As it happens, the next year, this same teacher committed a much graver offense, which was very clearly against written school policies. Again, my kids told me about it; my husband and I went to the school to complain; and the teacher was removed. I can’t help thinking that part of the reason the kids came to us was because we didn’t behave like maniacs last time they came to us. We tried our best to be reasonable. Kids want to be defended, but most of all they don’t want to be embarrassed.

So here is what I keep returning to. I do believe that parents have the right to know what their minor children are reading and learning and doing and saying in school. Of course they have that right! Parents are responsible for their own children, and it would be irresponsible for parents to send them off to school without knowing what they are going to be taught, just as it would be irresponsible to send them off on vacation with people they didn’t know, or off to explore in a country that wasn’t mapped.

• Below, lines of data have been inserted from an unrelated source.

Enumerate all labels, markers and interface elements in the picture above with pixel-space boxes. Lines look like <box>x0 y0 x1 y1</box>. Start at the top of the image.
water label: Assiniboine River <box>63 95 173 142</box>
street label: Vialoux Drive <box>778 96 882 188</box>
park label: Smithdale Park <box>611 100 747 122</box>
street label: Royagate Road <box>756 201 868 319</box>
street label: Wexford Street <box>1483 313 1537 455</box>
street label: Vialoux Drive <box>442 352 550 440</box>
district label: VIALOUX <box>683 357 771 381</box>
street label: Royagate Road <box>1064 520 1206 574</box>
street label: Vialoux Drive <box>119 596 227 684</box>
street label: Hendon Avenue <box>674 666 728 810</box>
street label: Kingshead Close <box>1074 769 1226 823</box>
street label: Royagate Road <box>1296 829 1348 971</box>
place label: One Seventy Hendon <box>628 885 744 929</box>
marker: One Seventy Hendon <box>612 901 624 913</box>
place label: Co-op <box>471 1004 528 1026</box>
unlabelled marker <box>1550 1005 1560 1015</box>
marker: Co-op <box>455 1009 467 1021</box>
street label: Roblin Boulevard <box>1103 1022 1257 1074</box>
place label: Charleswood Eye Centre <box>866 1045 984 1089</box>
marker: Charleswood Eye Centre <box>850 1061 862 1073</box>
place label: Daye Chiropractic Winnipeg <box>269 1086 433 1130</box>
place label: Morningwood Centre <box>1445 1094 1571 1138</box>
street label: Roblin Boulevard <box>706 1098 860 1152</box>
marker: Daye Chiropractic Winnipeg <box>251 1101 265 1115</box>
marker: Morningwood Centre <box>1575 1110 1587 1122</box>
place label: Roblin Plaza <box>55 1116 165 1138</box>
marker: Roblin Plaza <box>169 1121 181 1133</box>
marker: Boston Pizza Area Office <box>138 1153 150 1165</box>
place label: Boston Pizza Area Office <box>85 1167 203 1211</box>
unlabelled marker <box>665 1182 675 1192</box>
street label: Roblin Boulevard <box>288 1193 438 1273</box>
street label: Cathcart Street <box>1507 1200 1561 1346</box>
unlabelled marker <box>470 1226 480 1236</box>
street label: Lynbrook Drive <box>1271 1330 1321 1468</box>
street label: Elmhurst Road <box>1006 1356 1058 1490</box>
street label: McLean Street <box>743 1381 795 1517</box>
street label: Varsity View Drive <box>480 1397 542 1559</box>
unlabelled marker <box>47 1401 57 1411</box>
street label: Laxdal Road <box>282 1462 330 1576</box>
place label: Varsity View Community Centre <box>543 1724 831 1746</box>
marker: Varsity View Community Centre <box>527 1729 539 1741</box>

Parents are responsible for their kids, and to be responsible, they must have information. It is insane to behave as if teachers by default have some sort of inherently superior wisdom and discretion, and parents by default have some inherently deficient ability to decide what their kids need.

Most teachers I have met do not want to take authority away from parents. They do not want to clash with parents, they do not want to have conflict with the community, and they have so many other fish to fry that the last thing they want is to see their names on the news.

But there are some teachers who do. And there are plenty of bad actors in the community and on social media who are more than willing to spread the word that any parent who protests is some kind of knuckle-dragging moron who thirsts after the death of the marginalised. Maybe they are; maybe they aren’t. Maybe they just want to see a book list.

Maybe they just want to know what it is their kids are doing all day. This is a reasonable desire. So yes, I believe that parents have the right to know what their minor kids are reading and hearing and watching at school.

I also believe that no amount of information can replace a trusting relationship between parent and child, where kids can ask questions without getting yelled at, and they can bring home concerns without worrying they’re going to be humiliated.

This is where the real work comes in. This is where impressionable children actually grow up into solid, caring, thoughtful, well-formed adults: When they know they’re allowed to talk about things with a trusted adult. Parents must try as hard as they can to be that person. If you build these relationships patiently and steadfastly, year by year, then you might possibly find yourself having the conversations that start, “Hey, we had a weird conversation in science today” or “Our health teacher said such-and-such; is that true?” or, heaven help us, “The kids on the playground were calling this one boy something that sounded mean, but I don’t know what it meant.”

So yes, I believe that the school should be communicating openly with the parents. But even more importantly, the parents should be making it possible and comfortable for their kids to be communicating openly with them. If I sent my kids to a school where they learned nothing but good, true, and beautiful things, but they didn’t feel that they could come home and talk to me about them, I would have failed.